If you are used to managing data in a (No)SQL database, you will find HDFql very familiar. It is a high-level (declarative) language that allows you to manage HDF5 files using a SQL-like language and only a few lines of code in C, C++, Java, Python, Fortran, C#, or R. See the __[HDFql website](https://www.hdfql.com/)__ for more information. The HDFql implementation depends on the HDF5 library, but all of that is hidden from users. HDFql support threading and parallel I/O, but we will not cover that here. Check out the __[HDFql documentation](https://www.hdfql.com/#documentation/)__ for more information!

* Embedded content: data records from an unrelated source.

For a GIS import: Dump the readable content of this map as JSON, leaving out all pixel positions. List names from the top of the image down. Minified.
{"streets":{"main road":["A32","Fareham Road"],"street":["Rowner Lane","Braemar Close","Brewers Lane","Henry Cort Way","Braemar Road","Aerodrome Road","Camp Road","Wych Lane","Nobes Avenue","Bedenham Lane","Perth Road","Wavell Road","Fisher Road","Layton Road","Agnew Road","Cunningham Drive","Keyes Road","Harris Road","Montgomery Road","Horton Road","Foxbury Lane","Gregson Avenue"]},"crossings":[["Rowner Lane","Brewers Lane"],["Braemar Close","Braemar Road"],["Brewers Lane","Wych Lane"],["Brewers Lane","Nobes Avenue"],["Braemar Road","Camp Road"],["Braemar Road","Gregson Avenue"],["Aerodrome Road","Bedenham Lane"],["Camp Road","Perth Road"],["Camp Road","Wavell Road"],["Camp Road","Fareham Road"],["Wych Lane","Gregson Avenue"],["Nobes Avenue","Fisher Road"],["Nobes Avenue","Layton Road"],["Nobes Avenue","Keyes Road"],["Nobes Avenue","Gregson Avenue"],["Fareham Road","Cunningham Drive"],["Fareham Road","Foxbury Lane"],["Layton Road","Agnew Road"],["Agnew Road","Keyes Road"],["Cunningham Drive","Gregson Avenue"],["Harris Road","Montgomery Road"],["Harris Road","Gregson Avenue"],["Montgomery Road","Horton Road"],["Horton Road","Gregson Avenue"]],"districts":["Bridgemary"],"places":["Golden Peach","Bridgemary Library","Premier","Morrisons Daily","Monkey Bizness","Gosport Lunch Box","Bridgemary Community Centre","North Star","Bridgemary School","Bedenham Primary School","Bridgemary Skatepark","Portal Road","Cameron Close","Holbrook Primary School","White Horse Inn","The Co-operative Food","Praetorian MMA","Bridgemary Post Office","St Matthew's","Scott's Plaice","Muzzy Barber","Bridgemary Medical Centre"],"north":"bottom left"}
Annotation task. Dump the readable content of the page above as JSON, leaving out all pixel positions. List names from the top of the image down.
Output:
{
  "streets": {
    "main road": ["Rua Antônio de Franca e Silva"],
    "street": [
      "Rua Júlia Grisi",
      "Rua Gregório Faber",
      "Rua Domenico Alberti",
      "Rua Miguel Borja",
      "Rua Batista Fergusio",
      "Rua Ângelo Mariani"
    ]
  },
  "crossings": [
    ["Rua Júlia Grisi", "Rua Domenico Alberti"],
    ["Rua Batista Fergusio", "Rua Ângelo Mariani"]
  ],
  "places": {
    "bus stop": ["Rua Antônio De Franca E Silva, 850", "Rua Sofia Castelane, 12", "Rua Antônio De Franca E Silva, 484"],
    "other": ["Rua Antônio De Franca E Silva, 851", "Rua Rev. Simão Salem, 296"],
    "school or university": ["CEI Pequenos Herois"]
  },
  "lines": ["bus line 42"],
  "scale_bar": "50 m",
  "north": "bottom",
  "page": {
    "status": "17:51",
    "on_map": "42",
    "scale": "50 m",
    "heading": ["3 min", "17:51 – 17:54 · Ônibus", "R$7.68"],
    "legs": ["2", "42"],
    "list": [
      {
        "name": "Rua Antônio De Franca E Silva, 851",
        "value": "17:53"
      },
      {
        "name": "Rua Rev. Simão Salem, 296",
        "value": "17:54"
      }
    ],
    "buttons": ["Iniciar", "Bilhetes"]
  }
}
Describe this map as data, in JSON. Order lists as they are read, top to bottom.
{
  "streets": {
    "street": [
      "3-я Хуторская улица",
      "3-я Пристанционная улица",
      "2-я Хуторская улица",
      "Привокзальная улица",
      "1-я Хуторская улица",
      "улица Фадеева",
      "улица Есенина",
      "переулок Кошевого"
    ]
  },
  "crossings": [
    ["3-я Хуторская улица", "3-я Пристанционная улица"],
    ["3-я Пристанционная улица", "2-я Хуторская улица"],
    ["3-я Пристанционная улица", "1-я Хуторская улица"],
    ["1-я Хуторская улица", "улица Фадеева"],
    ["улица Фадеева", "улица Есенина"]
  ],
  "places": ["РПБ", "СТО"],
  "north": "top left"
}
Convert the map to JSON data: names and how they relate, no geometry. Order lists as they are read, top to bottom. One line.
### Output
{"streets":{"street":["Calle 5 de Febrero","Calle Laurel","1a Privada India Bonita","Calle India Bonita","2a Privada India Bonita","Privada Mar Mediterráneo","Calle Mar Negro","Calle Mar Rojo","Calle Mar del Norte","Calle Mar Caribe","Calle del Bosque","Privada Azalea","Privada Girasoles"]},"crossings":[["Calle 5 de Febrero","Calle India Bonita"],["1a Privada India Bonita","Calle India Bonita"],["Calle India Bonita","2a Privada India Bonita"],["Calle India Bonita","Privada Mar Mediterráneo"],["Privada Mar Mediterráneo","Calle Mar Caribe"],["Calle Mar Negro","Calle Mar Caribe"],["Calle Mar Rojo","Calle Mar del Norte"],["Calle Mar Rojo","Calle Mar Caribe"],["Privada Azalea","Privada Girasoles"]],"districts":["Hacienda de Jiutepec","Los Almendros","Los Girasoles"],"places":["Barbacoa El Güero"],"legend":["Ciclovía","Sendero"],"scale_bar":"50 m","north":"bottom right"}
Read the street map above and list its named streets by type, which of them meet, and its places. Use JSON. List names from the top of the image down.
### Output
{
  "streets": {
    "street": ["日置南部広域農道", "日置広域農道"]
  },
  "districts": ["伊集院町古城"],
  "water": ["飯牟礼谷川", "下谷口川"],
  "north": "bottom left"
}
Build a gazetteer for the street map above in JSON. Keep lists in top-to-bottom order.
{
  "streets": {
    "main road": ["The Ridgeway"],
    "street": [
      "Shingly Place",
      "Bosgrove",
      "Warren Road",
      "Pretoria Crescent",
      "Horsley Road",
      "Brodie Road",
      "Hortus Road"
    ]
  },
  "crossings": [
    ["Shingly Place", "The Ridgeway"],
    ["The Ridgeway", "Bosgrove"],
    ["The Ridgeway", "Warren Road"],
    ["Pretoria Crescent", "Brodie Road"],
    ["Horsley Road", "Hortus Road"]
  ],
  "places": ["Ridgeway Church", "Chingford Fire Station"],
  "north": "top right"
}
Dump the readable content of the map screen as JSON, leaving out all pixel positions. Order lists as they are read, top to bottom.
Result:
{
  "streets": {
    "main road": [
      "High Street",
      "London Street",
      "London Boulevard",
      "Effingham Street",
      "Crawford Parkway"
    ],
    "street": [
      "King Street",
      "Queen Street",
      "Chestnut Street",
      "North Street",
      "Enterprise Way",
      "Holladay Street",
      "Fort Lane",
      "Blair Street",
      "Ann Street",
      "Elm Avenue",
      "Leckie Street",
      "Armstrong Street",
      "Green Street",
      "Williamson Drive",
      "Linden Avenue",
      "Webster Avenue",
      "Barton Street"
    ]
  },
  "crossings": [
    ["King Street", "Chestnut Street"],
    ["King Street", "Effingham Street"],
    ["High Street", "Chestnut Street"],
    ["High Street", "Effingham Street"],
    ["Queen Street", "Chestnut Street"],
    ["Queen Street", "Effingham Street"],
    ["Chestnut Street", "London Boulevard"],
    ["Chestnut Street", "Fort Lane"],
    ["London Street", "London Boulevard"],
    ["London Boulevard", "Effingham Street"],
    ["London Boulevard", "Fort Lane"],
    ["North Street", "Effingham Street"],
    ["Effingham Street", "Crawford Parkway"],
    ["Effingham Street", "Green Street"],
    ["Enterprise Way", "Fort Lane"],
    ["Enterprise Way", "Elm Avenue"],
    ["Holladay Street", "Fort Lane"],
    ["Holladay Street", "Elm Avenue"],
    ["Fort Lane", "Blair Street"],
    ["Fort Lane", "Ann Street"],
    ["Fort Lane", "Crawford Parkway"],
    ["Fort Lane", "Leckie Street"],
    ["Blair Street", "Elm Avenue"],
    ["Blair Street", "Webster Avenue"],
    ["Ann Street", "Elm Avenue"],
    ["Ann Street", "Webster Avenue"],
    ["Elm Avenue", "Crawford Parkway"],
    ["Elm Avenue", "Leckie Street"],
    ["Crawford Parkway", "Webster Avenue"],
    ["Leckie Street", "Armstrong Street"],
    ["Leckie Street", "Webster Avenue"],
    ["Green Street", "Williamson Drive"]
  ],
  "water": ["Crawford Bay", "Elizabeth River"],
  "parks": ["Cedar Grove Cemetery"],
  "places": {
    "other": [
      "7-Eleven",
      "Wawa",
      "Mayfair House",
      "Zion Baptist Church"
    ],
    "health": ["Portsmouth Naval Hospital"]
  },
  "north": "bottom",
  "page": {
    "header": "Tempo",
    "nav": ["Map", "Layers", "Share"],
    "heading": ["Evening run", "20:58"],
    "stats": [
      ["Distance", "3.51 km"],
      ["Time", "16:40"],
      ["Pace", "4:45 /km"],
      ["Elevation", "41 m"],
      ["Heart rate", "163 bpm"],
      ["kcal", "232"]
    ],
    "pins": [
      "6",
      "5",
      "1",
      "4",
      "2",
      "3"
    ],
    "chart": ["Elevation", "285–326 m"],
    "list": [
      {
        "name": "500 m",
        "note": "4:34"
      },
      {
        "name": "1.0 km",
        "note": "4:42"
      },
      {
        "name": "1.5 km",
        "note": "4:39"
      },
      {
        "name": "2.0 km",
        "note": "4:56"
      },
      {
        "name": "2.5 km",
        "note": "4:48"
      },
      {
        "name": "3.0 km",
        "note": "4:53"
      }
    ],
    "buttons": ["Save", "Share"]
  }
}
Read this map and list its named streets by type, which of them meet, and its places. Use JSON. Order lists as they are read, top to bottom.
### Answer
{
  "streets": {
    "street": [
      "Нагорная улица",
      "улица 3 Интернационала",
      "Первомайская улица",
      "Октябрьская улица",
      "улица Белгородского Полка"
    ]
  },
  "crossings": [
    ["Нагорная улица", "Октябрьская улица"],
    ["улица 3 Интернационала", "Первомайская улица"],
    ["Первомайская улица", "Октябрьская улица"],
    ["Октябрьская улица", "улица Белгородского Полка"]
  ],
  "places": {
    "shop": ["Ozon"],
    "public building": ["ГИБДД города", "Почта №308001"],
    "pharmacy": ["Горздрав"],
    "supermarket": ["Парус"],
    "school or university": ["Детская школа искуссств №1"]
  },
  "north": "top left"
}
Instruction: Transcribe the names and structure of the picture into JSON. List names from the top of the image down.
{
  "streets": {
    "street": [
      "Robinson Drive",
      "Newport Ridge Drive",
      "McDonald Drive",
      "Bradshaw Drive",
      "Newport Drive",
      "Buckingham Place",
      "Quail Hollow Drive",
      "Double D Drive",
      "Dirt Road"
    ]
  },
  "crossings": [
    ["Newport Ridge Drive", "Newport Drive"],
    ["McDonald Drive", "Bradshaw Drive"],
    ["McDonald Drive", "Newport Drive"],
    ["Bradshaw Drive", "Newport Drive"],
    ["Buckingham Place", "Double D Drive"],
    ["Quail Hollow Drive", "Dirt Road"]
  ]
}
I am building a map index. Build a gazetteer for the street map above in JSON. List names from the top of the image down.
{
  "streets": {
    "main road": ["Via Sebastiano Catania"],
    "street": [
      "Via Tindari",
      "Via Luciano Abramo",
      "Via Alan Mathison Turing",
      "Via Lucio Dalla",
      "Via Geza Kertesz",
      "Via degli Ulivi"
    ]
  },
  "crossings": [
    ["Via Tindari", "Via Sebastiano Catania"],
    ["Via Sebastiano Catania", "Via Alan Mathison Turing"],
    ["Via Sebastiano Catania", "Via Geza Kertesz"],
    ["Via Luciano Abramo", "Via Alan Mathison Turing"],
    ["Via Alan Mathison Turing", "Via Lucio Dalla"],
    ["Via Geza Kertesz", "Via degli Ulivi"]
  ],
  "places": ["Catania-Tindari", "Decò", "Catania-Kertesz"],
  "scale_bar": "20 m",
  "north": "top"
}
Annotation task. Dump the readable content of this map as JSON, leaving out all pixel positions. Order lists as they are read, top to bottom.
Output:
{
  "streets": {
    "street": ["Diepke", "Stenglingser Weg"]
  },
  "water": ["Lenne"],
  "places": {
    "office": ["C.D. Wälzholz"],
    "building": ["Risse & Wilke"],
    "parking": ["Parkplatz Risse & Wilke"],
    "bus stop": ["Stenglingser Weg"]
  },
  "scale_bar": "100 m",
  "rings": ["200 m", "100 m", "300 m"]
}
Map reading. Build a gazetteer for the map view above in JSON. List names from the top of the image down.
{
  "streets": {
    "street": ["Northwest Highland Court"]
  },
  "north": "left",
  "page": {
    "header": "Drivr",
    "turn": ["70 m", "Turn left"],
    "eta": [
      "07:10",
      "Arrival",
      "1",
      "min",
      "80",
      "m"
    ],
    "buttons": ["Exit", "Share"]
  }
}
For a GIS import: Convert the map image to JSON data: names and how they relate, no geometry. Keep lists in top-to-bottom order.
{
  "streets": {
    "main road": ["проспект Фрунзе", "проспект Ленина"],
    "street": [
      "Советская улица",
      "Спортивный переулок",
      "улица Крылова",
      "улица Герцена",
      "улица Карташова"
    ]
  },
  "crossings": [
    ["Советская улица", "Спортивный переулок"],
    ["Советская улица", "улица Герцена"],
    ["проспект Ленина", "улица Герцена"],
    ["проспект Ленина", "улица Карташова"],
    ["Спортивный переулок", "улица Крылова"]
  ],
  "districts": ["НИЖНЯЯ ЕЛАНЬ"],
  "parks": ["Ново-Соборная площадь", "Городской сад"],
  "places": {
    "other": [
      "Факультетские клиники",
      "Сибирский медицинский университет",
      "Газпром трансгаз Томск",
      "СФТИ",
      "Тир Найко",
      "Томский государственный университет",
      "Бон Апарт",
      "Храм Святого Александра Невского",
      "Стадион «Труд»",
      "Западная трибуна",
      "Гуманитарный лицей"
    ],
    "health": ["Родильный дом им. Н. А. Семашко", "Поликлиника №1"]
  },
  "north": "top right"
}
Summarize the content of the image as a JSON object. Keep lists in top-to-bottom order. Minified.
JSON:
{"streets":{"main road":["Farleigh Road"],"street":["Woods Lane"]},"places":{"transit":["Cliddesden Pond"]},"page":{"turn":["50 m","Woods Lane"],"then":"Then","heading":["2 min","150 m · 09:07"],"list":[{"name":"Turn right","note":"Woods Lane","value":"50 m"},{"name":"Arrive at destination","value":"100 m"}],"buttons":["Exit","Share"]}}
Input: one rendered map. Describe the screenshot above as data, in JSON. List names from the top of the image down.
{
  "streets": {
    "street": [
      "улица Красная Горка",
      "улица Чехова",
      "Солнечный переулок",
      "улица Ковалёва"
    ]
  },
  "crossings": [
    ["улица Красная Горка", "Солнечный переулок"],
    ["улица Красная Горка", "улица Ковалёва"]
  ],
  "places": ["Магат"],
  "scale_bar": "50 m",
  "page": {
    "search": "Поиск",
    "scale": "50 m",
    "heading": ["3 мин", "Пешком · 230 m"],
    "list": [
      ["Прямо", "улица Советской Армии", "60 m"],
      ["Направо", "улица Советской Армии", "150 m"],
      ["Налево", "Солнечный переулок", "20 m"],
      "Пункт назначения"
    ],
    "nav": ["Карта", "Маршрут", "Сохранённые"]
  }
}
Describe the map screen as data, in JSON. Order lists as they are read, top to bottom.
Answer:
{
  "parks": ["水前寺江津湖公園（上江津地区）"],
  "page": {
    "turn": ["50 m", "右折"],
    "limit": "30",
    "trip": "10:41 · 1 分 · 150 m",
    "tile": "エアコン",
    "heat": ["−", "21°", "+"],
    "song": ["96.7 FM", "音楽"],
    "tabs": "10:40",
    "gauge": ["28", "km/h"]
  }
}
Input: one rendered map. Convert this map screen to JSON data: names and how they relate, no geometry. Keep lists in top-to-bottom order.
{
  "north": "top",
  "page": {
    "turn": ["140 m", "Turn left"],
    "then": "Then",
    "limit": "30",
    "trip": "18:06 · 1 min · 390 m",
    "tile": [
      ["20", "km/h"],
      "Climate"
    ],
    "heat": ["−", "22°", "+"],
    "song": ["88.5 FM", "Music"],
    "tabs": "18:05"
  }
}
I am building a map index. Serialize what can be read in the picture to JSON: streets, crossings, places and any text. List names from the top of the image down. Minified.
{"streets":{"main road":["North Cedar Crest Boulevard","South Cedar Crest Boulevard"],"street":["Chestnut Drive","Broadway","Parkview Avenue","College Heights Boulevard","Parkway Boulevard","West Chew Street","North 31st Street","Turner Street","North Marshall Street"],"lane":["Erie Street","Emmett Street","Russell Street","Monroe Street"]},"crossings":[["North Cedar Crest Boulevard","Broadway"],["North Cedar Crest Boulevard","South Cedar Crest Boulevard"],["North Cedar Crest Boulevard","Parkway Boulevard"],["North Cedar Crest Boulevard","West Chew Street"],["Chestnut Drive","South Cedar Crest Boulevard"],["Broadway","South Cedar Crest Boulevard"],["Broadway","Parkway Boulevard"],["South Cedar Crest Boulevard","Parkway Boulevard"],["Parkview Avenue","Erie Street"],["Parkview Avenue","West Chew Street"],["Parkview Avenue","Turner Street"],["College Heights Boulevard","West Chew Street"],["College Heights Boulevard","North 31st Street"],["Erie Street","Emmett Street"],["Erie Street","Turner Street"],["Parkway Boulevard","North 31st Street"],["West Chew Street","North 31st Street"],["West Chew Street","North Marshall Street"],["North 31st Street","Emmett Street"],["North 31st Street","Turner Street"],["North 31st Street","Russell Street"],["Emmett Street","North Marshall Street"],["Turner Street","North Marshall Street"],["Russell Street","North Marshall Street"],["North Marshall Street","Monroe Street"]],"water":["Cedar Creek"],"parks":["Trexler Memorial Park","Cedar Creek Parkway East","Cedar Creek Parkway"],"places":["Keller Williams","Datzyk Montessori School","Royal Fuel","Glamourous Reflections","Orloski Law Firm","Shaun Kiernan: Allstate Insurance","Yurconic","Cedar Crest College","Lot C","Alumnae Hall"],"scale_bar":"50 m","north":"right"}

The C++ version of our model problem is our starting point, but we will use the HDFql bindings instead of the HDF5 library C-API.

## Installation

The installation is pretty simple. You can download binaries from the __[HDFql website](https://www.hdfql.com/)__ for Windows, Linux, and macOS. Extract the zip file and add the `bin` directory to your `PATH` environment variable, and you are ready to go. Without writing any code, you can use the `HDFqlCLI` command-line tool to create, read, and write HDF5 files.

In [None]:
%%bash
wget -q -nc -P build https://www.hdfql.com/releases/2.5.0/HDFql-2.5.0_Linux64.zip
unzip -oq build/HDFql-2.5.0_Linux64.zip -d build

## Reusing the C++ example we already have

Instead of introducing a new language, we'll stick with C++. The sample path generation is the same as before, but we will use the HDFql C++ bindings to write the data to an HDF5 file. Our workhorse will be the `HDFql::execute` function, which takes a string as an argument and executes it as an HDFql statement. The HDFql statements are very similar to SQL statements, but they are not identical. The HDFql website has a __[quick start](https://www.hdfql.com/quickstart)__ where you can look up the syntax.

To make this example a little more interesting, we have added a few details that might trip up unsuspecting users.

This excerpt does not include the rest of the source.